Posted on Jul 08, 2008
John M Grau
On a recent NECA trip, I headed downstairs to the hotel bar at the end of the meeting to see who might be there. I ran into a NECA-member contractor and sat down to have a drink with him.
Our conversation drifted onto the subject of his business and some challenges he was facing. His workers’ comp modification rate had gone up, and he was having difficulty convincing his electricians of the need to control workers comp costs. He took over the business from his father about ten years ago and was now questioning that decision. Was it worth the risk? His two sons (one just out of college and the other with two years to go) had decided they didn’t want to work in the business. They heard about all the problems over the kitchen table at night and decided there are better ways to make a living.
With some variations, I’ve had this conversation before. It’s a pretty typical scenario for many NECA contractors. By and large, they are small, family-owned businesses with all the problems and opportunities inherit to that type of business.

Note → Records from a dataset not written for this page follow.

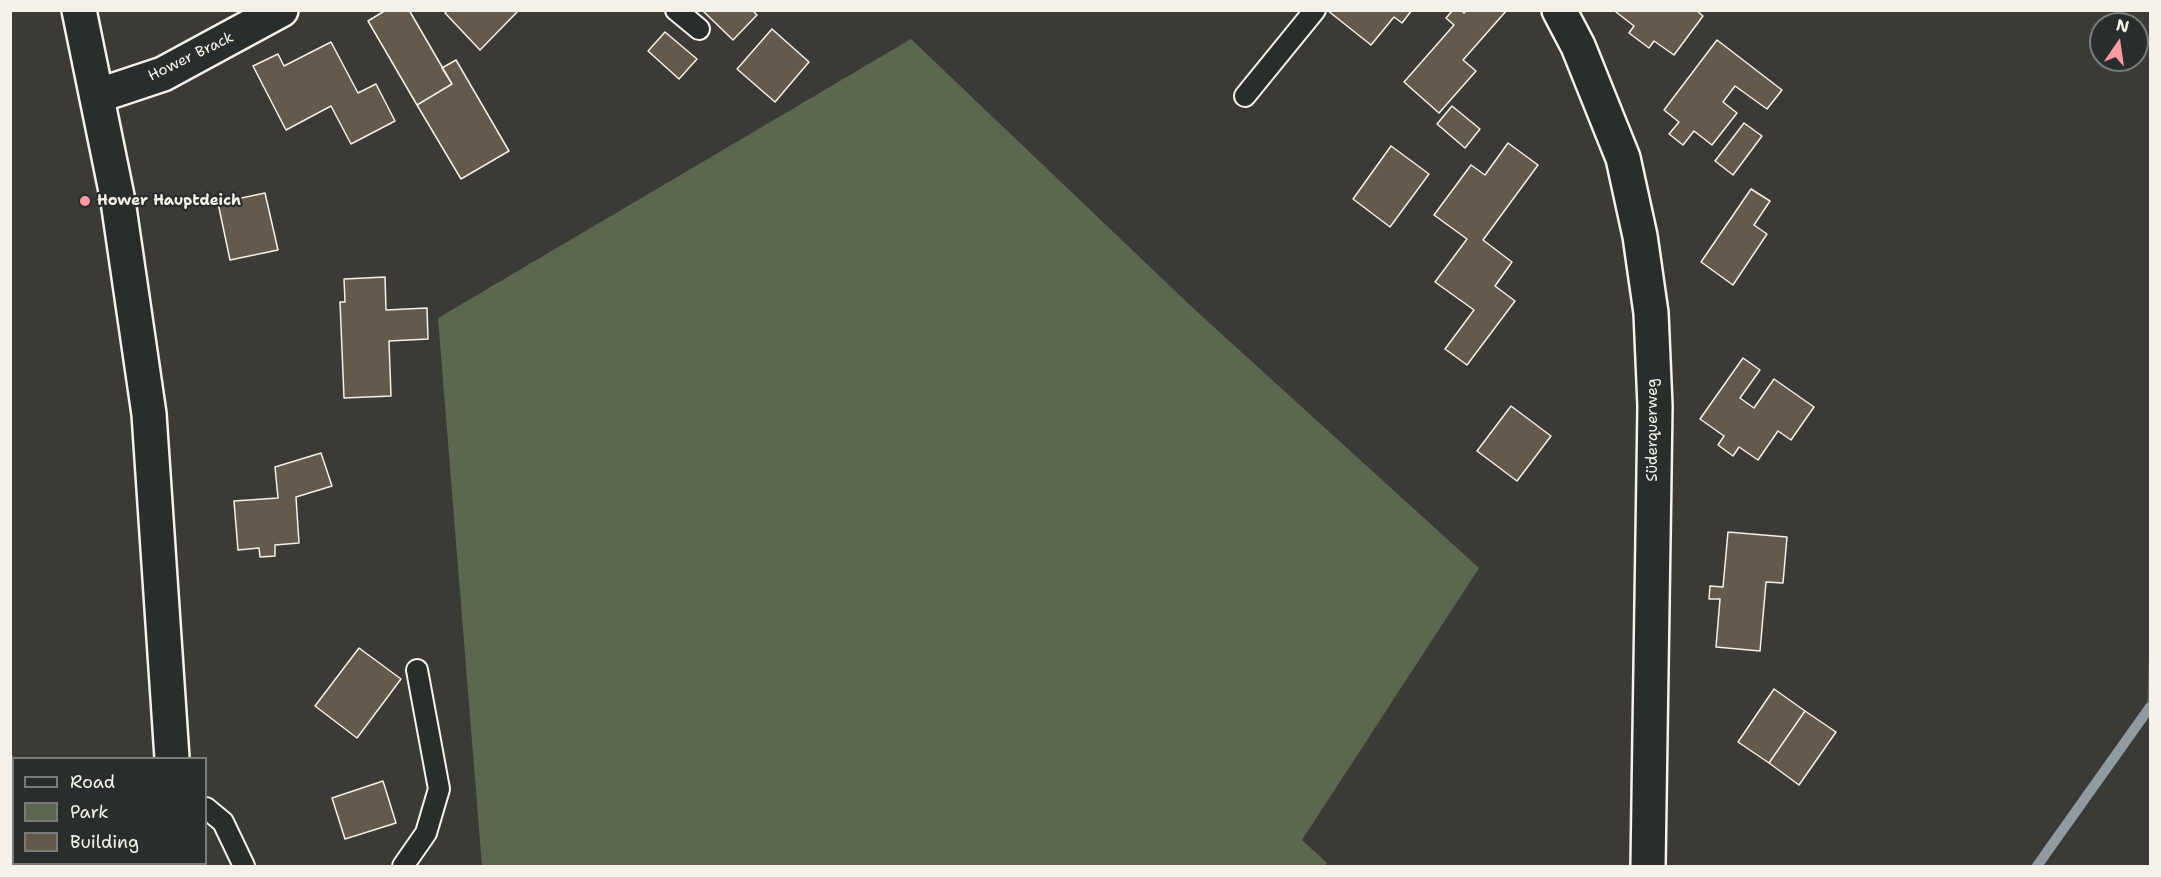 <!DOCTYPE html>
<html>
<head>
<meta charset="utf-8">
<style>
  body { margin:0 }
  #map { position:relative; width:2161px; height:877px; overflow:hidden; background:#3b3a37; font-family:"Shantell Sans",sans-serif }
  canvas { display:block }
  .frame { position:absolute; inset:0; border:12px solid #f4f1e8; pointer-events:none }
  .legend { position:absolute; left:12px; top:757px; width:195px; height:108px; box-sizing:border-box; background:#2a2d2e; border:2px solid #7b7b78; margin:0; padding:8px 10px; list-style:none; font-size:18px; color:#f4f1e8 }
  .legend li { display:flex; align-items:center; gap:12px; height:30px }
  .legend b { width:30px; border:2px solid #7b7b78 }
  .north { position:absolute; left:2089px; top:12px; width:60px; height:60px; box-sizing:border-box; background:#2a2d2e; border:2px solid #7b7b78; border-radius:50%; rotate:13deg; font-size:16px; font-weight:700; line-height:24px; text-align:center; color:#f4f1e8 }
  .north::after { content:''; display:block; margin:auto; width:21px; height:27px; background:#ff9aa2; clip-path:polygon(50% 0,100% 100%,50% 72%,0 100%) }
</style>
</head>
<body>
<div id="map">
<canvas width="2161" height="877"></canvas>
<div class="frame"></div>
<ul class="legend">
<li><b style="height:8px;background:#2a2d2e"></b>Road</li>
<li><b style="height:16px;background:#5c674f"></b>Park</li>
<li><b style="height:16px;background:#645a4c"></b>Building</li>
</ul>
<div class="north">N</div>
</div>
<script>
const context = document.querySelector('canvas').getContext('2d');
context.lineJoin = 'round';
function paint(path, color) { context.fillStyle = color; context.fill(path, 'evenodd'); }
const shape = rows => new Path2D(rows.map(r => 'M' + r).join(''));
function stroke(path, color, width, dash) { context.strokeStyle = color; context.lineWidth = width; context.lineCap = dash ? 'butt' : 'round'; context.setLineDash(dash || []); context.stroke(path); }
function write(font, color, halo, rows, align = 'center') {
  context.font = font + ' "Shantell Sans",sans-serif'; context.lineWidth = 4.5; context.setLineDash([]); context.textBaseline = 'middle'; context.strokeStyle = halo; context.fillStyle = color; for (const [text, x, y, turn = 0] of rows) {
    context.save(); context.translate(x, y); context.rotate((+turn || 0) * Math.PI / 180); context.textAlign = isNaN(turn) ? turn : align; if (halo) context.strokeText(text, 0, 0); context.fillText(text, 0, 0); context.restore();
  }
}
const green = shape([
  [911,39,1193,308,1479,568,1302,840,1327,863,1325,866,482,866,438,318],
  [2150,623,2150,714,2147,712]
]);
const stream = shape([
  [2037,866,2150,707]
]);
const building = shape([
  [386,10,409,10,452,84,417,105,368,21,386,10],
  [448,10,519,10,480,50,445,13,448,10],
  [702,10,752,10,757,15,733,40,702,10],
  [1327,10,1412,10,1402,23,1394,17,1371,45,1327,10],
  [1453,10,1461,10,1464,13,1467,10,1507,10,1463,60,1476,71,1439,113,1404,82,1454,25,1446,18,1453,10],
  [1617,10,1696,10,1703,16,1674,55,1654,41,1649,48,1629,33,1634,26,1616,12,1617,10],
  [772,29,809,62,775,102,737,69,772,29],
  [665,32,697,59,679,79,648,51,665,32],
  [1717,40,1782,90,1767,109,1735,86,1723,102,1737,113,1712,145,1694,131,1683,145,1669,134,1679,122,1664,110,1717,40],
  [331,42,358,93,376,84,395,121,351,144,331,106,286,130,253,66,278,54,284,66,331,42],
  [456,60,509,151,461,179,417,105,452,84,442,68,456,60],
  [1452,106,1480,129,1465,148,1437,124,1452,106],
  [1744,123,1762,136,1733,175,1715,161,1744,123],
  [1508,143,1538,165,1483,240,1512,262,1495,286,1515,301,1467,365,1445,349,1474,310,1435,282,1467,239,1434,215,1471,165,1485,175,1508,143],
  [1391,146,1429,174,1390,227,1353,199,1391,146],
  [1751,189,1770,201,1754,225,1767,234,1733,285,1701,262,1751,189],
  [265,193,278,250,230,260,218,203,265,193],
  [385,277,386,310,427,308,428,339,389,341,391,396,344,398,340,302,345,302,344,279,385,277],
  [1743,358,1760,370,1740,398,1754,408,1774,379,1814,407,1791,440,1778,431,1758,460,1739,447,1733,456,1718,445,1724,436,1700,419,1743,358],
  [1511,406,1551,436,1517,481,1477,451,1511,406],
  [321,453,332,486,296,497,299,543,275,545,275,556,260,557,259,548,238,550,234,501,278,498,275,467,321,453],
  [1728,532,1787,537,1783,583,1766,582,1760,651,1716,647,1720,599,1709,599,1710,586,1723,587,1728,532],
  [359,648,401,679,357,738,315,706,359,648],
  [1774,689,1805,711,1769,763,1738,742,1774,689],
  [1805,711,1836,732,1799,785,1769,763,1805,711],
  [383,781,396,823,345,839,332,798,383,781]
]);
const path = shape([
  [10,754,14,785],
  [21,864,21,866]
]);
const service = shape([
  [676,10,699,29],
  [1245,96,1315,10],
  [206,808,223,822,244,866],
  [403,866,426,833,439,789,417,670]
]);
const minor = shape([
  [97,96,163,74,281,10]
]);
const tertiary = shape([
  [79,10,118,201,149,414,172,758],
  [1559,10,1578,46,1623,158,1640,236,1651,313,1655,406,1648,866],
  [186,864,186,866]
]);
const markers = [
  [85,201,6,"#ff9aa2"]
];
const streetNames = [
  ["Hower Brack",191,57,-26],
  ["Süderquerweg",1653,430,-90]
];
const poiNames = [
  ["Hower Hauptdeich",97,201]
];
paint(green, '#5c674f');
stroke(stream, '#909ba1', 10);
paint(building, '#645a4c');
stroke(building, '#f4f1e8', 1.5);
stroke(service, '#f4f1e8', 24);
stroke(minor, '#f4f1e8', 38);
stroke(tertiary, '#f4f1e8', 38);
stroke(path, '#f4f1e8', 4, [4.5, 4.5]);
stroke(service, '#2a2d2e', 20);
stroke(minor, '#2a2d2e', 33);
stroke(tertiary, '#2a2d2e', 33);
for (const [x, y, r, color] of markers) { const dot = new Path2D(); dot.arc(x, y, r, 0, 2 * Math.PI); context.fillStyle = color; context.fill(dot); stroke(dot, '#2a2d2e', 2); }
write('15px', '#f4f1e8', '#2a2d2e', streetNames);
write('bold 15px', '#f4f1e8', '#2a2d2e', poiNames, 'left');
</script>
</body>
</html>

I realized in this conversation that disappointment with family loomed large. There is the sons’ lack of interest in the business, of course, but there’s also the lack of cooperation from the workforce. Small businesses consider their long-term employees like part of the family. It’s hard for them to understand why family members won’t pull together for the good of everyone in the business.
During our conversation, another NECA contractor came by and joined in. He was nearing retirement from his family’s third-generation business. He had gone through a bunch of the same experiences and offered both sympathy and advice to my original bar mate.
I mentioned to them both that this was one of the real advantages of belonging to an association, like NECA. Where else can you find someone who truly understands the challenges you face on a daily basis? Where else will you find competitors willing to share their knowledge and experience with you?
NECA members become part of an extended family. Sometimes there’s the weird cousin or the good-for-nothing son-in-law, but overall it’s a caring and supportive family. Successful NECA members have learned how to use these relationships to their advantage. In fact, many have told me it is the secret to their success.